Astronomy lovers in Dubai will have a once-in-a-life opportunity to observe a 50,000-year-old Comet pass through the skies of Dubai in February.
The comet, named C/2022 E3 (ZTF), can be observed passing above Earth from Dubai skies on February 4, 2023. The official Instagram handle of the “Dubai Astronomy Group” posted that the comet will be visible between 06:30 PM and 09:30 PM, and can be seen clearly in the skies from the Al Qudra Desert in Dubai, where there will be a special event with a group of astronomy lovers gathering to see the same.
From Dubai, the comet C/2022 E3 (ZTF) can be spotted traveling above the Earth
Several comets, meteors, etc. pass in closer vicinities of Earth each year, which can be viewed from the skies of different locations, depending on the trajectory of the object.
However, what makes viewing the C/2022 E3 (ZTF) comet a unique experience is the fact that this comet was last expected to have been seen at least 50,000 years back, during the Ice Age.
According to the International Astronomy Centre, The C/2022 E3 (ZTF) comet was first seen this year in UAE skies at dawn on January 14 from Abu Dhabi. The comet appeared as a speck in the skies with a 6.5 magnitude shine and had a dust tail. The iconic tail of the comet was seen at 307 degrees opposite the Sun.
To make the event memorable, the Dubai Astronomy Group (DAG) is organizing a special event night on February 4, 2023, at the Al Qudra Desert. Entry to the event organized by DAG will be charged, and below are the rates:
- DAG Members: AED 70 per person.
- Adults: AED 120 per person.
- Kids (Under the age of 13): AED 100 per person.
The event is scheduled to happen between 06:30 PM and 09:30 PM and will have the below programs:
- 06:40 PM: Introduction.
- 07:00 PM: Talk about how to observe the C/2022 E3 (ZTF) comet followed by the actual observation of the C/2022 E3 (ZTF) comet.

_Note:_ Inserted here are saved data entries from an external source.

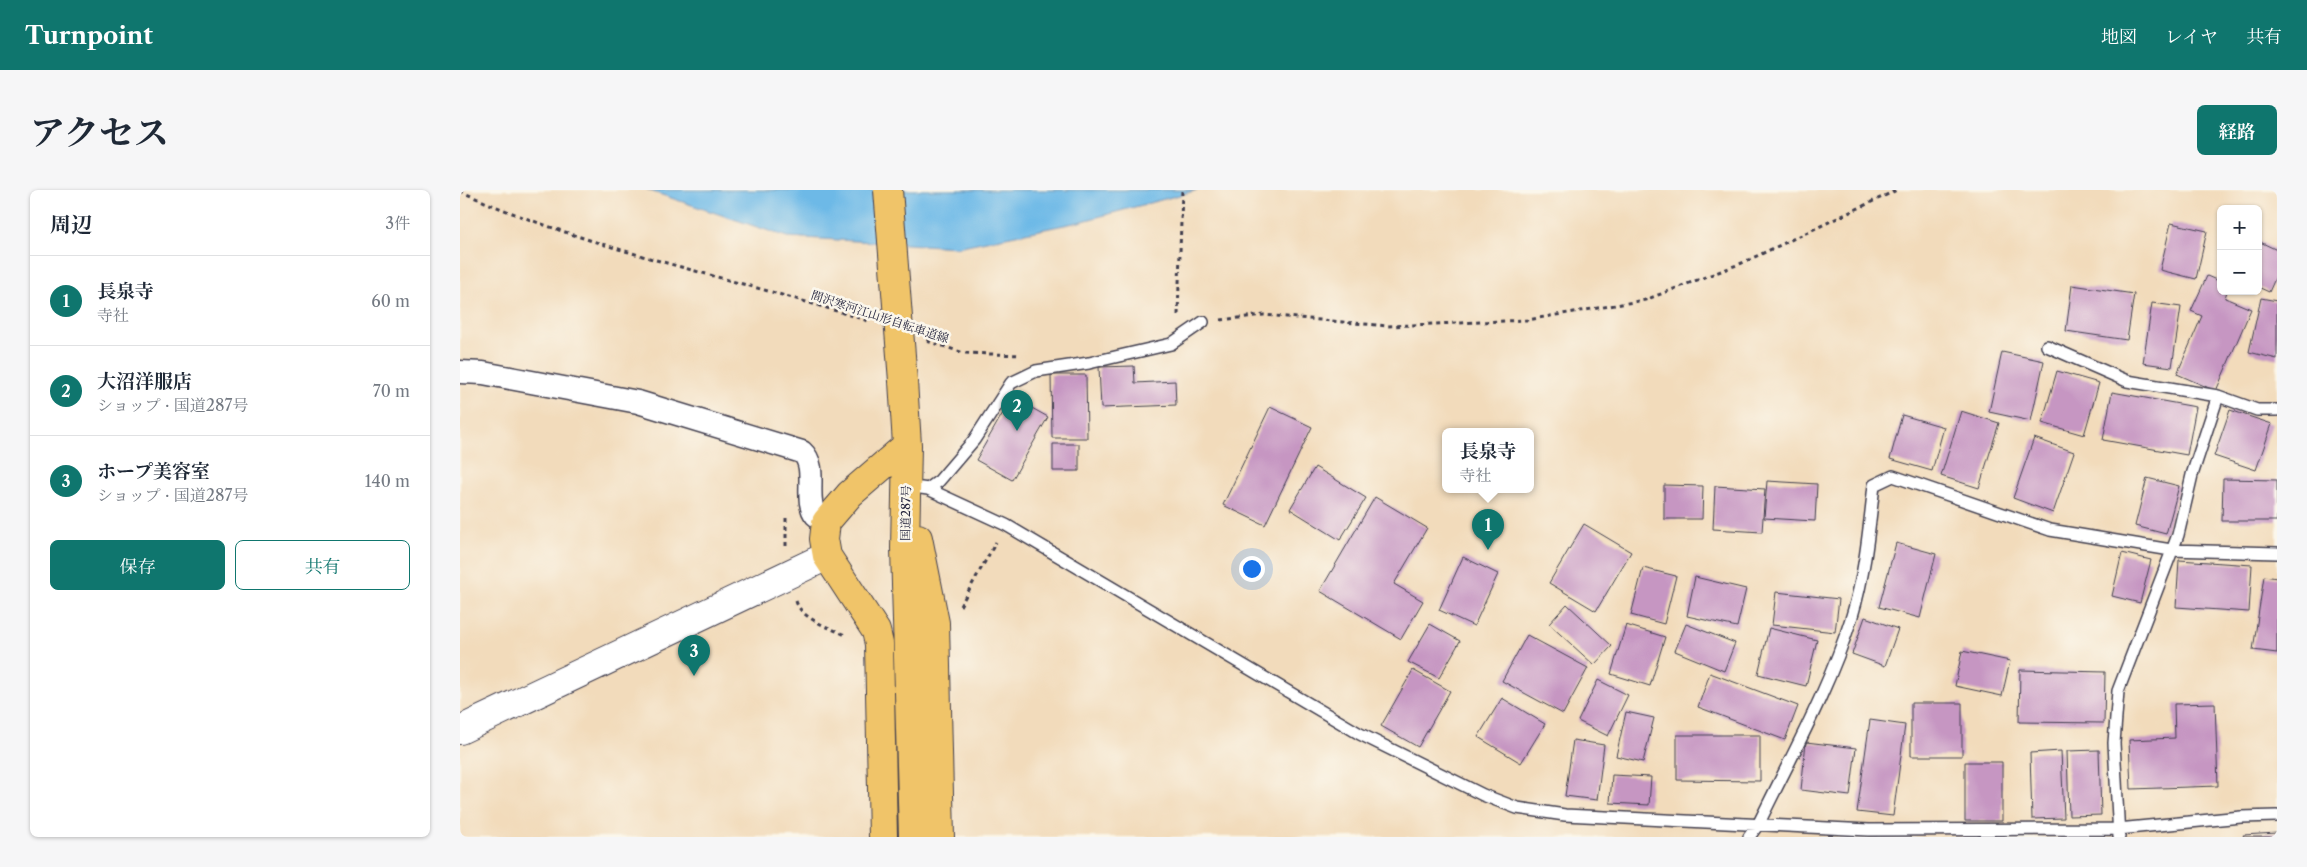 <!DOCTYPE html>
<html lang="ja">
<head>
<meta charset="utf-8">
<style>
  :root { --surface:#fff; --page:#f6f6f7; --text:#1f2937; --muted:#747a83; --line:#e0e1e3; --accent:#0f766e }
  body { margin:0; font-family:"Libre Caslon Text","Noto Serif JP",serif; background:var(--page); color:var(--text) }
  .controls { position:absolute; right:15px; top:15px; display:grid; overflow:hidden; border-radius:8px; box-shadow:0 1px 4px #0004 }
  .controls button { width:45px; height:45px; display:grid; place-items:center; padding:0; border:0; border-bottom:1px solid var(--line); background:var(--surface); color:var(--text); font:25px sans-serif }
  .you { position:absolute; left:791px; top:378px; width:18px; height:18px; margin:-12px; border:4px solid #fff; border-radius:50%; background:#1a73e8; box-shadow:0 0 0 8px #1a73e833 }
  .badge { display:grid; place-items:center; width:32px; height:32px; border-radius:50%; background:var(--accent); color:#fff; font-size:16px; font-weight:700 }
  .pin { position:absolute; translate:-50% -41px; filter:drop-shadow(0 1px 2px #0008) }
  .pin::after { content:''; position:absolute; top:26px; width:18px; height:15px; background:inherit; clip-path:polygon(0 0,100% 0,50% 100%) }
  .popup { position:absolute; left:982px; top:238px; width:92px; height:65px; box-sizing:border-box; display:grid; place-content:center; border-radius:8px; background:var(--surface); filter:drop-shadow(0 1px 4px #0005); font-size:16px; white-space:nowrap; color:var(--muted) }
  .popup b { font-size:19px; color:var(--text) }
  .popup::after { content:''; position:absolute; left:50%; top:100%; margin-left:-10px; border:10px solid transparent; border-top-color:var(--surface) }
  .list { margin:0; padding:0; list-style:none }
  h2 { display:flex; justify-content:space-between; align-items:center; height:65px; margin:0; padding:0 20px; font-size:21px }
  h2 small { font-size:16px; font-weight:400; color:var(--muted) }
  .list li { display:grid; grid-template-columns:32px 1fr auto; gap:15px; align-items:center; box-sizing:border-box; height:90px; padding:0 20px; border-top:1px solid var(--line) }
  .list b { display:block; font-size:19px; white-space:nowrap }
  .list p { margin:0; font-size:16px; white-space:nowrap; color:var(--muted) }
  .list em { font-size:16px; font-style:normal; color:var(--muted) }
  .actions { display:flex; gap:10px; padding:15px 20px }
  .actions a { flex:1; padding:11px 0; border:1px solid var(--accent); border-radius:8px; text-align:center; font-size:18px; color:var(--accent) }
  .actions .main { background:var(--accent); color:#fff }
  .map { position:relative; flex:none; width:1817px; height:647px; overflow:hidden; border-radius:8px }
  header { display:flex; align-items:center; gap:30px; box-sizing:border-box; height:70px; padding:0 25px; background:var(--accent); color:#fff }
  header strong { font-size:24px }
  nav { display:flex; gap:28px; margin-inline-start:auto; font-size:18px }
  .intro { display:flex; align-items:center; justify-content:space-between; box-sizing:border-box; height:120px; padding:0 30px }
  h1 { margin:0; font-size:35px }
  .button { padding:12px 22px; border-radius:8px; background:var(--accent); color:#fff; font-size:18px; font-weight:700 }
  main { display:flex; gap:30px; padding:0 30px }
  aside { flex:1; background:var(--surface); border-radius:8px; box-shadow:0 1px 4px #0004 }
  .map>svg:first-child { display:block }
  .water { fill:#6db9e7; stroke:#486e91 }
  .building { fill:#c696c2 }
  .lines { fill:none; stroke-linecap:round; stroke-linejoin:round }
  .service-casing { stroke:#413e4e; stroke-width:14 }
  .minor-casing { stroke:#413e4e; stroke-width:25 }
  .tertiary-casing { stroke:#413e4e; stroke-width:30 }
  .trunk-casing { stroke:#413e4e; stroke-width:30 }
  .path { stroke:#413e4e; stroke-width:3; stroke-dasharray:4 4; stroke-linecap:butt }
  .service { stroke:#fff; stroke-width:11 }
  .minor { stroke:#fff; stroke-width:22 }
  .tertiary { stroke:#fff; stroke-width:28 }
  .trunk { stroke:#f0c469; stroke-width:28 }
  .trunk-bridge-casing { stroke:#413e4e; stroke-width:30; stroke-linecap:butt }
  .trunk-bridge { stroke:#f0c469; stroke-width:28 }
  .labels { text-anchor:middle; stroke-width:5; stroke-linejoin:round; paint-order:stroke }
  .street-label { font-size:12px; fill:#22223b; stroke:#fbf7ec }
</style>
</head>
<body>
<header>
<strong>Turnpoint</strong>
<nav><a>地図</a><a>レイヤ</a><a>共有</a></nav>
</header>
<div class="intro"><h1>アクセス</h1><a class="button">経路</a></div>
<main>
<aside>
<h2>周辺<small>3件</small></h2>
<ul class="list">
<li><span class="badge">1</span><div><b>長泉寺</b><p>寺社</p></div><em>60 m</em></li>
<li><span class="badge">2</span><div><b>大沼洋服店</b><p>ショップ · 国道287号</p></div><em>70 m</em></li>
<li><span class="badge">3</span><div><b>ホープ美容室</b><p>ショップ · 国道287号</p></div><em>140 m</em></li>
</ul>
<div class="actions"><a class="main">保存</a><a>共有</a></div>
</aside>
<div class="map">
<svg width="1817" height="647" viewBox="0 0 1817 647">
  <rect width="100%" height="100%" fill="#fbf7ec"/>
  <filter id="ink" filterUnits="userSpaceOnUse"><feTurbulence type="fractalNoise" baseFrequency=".02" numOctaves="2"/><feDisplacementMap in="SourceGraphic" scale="10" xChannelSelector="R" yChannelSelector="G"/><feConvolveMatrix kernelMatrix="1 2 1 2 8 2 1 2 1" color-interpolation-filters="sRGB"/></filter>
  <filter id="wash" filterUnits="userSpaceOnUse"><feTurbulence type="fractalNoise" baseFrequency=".0096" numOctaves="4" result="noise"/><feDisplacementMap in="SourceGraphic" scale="20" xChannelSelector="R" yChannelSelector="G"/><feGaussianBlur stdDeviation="1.12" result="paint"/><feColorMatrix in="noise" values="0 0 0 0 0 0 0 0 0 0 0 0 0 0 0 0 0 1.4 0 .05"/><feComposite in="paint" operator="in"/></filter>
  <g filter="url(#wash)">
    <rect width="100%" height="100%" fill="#f2dbbb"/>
    <path class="water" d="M187,0H738L619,32L497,57L327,47Z"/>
    <g id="blocks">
      <path class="building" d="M1711,33L1747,41L1736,89L1700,80Z
        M1798,51L1817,60V84L1809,102L1798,97Z
        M1747,86L1761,92V101H1767L1765,108L1791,119L1756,201L1717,184L1742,126L1731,121Z
        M1612,95L1674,104L1667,150L1606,141Z
        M1801,108L1817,111V169L1789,162Z
        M1692,113L1721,117L1712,177L1683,173Z
        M1542,162L1584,171L1571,231L1529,222Z
        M674,176L675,193L715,191L716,215L641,218L639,177Z
        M1597,181L1639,193L1624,245L1582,233Z
        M591,185H626L627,248H592Z
        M1652,202L1736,217L1727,265L1643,250Z
        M552,207L588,227L552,290L516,270Z
        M810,217L852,237L805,335L763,315Z
        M1770,220L1812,234L1796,280L1754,266Z
        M1501,221L1539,233L1519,298L1481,286Z
        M1442,225L1484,237L1472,281L1430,269Z
        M1574,248L1614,262L1593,323L1553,308Z
        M593,254H619V281H593Z
        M855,277L906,308L880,350L830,319Z
        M1687,288L1719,296L1706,344L1675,336Z
        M1763,289L1817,290V331H1762Z
        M1307,291L1357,294L1355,331L1304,328Z
        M1204,295L1243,296L1242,329H1204Z
        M1255,296L1305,299L1302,342L1253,339Z
        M915,307L967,338L934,394L963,411L941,449L860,401Z
        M1124,334L1171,362L1136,421L1089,393Z
        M1436,353L1476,364L1460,428L1419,417Z
        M1662,363L1691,370L1680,413L1652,406Z
        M1003,367L1038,384L1014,436L979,420Z
        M1719,370L1792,375L1789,422L1716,417Z
        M1183,378L1216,386L1204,434L1171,425Z
        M1804,386L1817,388V463L1793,460Z
        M1235,387L1286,399L1277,437L1227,426Z
        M1316,402L1379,409L1375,442L1312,435Z
        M1107,414L1152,456L1134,475L1089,434Z
        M1405,427L1438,439L1425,476L1392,464Z
        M970,434L1000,451L979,488L948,472Z
        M1226,434L1275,453L1264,481L1215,461Z
        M1166,435L1205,447L1190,496L1151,484Z
        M1309,438L1357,450L1346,496L1298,484Z
        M1067,445L1128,478L1103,524L1042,491Z
        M1502,461L1550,471L1542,506L1495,496Z
        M953,480L990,501L958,557L921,536Z
        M1560,480L1645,482L1644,533L1559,532Z
        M1250,483L1338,516L1325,550L1238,517Z
        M1138,490L1168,505L1148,546L1118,531Z
        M1042,508L1085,534L1061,573L1018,547Z
        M1451,513H1502V566H1451Z
        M1755,513L1758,596L1671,599L1669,550L1715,548L1714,514Z
        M1166,522L1194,528L1183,572L1156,566Z
        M1410,530L1445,535L1433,626L1397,622Z
        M1217,545H1300V591L1217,590Z
        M1113,550L1144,555L1137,610L1105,606Z
        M1346,552L1396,558L1390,606L1341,600Z
        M1639,560L1641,625L1609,626L1607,561Z
        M1601,561L1604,628L1572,629L1570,563Z
        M1505,572H1542V631H1505Z
        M1152,585L1191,587L1189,615L1150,613Z
        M1817,643V647H1784L1783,645Z"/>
    </g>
  </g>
  <g filter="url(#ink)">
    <use href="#blocks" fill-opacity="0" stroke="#413e4e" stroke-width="1"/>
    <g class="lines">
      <g class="service-casing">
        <path id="service" d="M1587,156L1667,191L1758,206
          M461,298L468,299L479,291L514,250L551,193L576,181L629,173L711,154L743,132
          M468,299L546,335L900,544L1023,605L1057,618L1105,625L1409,640L1658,639L1781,627L1817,626
          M1289,647L1299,633C1332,565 1369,499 1392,426C1405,384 1409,339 1414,295L1433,286L1590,340L1711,360L1817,363
          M1659,647L1654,553L1658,501L1718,345L1732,285L1758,206L1797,220H1817"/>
      </g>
      <g class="minor-casing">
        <path id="minor" d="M0,182L23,183L178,212L342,262C359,277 343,310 356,325C359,328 363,330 366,332"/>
      </g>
      <g class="tertiary-casing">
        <path id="tertiary" d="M0,540L367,366"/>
      </g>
      <g class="trunk-casing">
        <path id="trunk" d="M443,191L447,255L445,358L453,647
          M458,348L475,433L480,647
          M423,647L419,454L416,441L367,366L364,349L366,332L390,304L447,255"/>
      </g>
      <path class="path" d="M0,1C131,61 275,87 411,132
        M718,125L722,0
        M761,130L804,125L928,136L1067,130L1185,110L1282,73L1437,0
        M467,151L504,163L561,165
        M326,356V325
        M336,411C341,429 369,437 385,445
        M500,416L536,352"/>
      <use href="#service" class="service"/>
      <use href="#minor" class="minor"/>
      <use href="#tertiary" class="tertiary"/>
      <use href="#trunk" class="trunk"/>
      <g class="trunk-bridge-casing">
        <path id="trunk-bridge" d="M428,0L443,191"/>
      </g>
      <use href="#trunk-bridge" class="trunk-bridge"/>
    </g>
  </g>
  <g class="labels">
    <g class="street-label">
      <text transform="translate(420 127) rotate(18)" y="4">間沢寒河江山形自転車道線</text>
      <text transform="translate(446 323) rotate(-89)" y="4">国道287号</text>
    </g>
  </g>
</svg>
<div class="controls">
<button>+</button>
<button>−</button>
</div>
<div class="you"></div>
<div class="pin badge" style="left:1028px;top:360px">1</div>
<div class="popup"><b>長泉寺</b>寺社</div>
<div class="pin badge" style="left:557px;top:241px">2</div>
<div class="pin badge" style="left:234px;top:486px">3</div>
</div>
</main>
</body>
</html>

- 08:00 PM: Discussion on Arabian Astronomy.
- 08:15 PM: Sky mapping session with a discussion on stories around constellations.
- 08:30 PM: Q&A session.
- Observing Jupiter, Moon, Mars, etc. are other sky objects through a telescope.
- Chance to photograph the celestial objects you see through the telescope using your mobile phone.
There is also an optional pickup service offered by the organizers, wherein you have to pay an extra AED 50 for the same. The pick-up will be at 04:45 PM from the Rashidiya Park parking area next to the Centerpoint Metro Station.
If you’re interested to join the sky-gazing event by DAG, feel free to reach out to them through their official Instagram handle (@dubaiastronomy).
Even though this is once in a lifetime opportunity for UAE residents, this is not the only celestial event to look out for in 2023.
Venus and Saturn in Close Proximity in 2023
The upcoming event will happen on January 22, wherein we’ll be able to see both Venus and Saturn, (the second and sixth closest planets to the Sun in our solar system), with about half a degree in distance between both. On the very next night (January 23), we also expect a slender crescent moon that’ll join Venus and Saturn in close proximity when looked upon in the sky, making for a spectacular view of the year.
Venus and Jupiter in Close Proximity in 2023
Also expected is to see both Venus and Jupiter (Jupiter is the 5th closest planet to the Sun) close to each other. Experts predict both planets to reach the closest to each other on March 1, during which we’ll be able to observe them even with ordinary telescopes.
Venus Closest to “Taurus the Bull” Constellation Stars
On April 21, Venus will be the closest to the “Seven Sisters”, which is a common term given to the “Pleiades” cluster of stars, which is part of the constellation called “Taurus the Bull”.
The “Perseid” Meteor Shower
Expected to fall on August 12, the “Perseids” meteor shower will be about 60 shooting stars across our vast sky per hour, according to the information published on the website of National Geography. This happens as the debris out of a comet enters the Earth’s atmosphere and disintegrates, which essentially causes a firework in the sky and when seen from Earth feels like stars traveling and super-speed.
Partial Solar Eclipse
On October 14, a partial solar eclipse will take place when the Earth, Moon, and Sun will align nearly perfectly with each other. The partial eclipse is also predicted to turn, for a few moments, into an annular eclipse.
During the eclipse, the sunlight will slowly start fading away as the Moon starts taking its place between the Sun and the Earth, blocking light from Sun reaching Earth’s surface. Solar eclipses only last for a few minutes usually, and aren’t equally visible with the same intensity from all places, even within the same country. Also, it is advised not to look directly at the Sun during an eclipse as there are high risks that the UV rays during the eclipse can cause damage to the human eyes.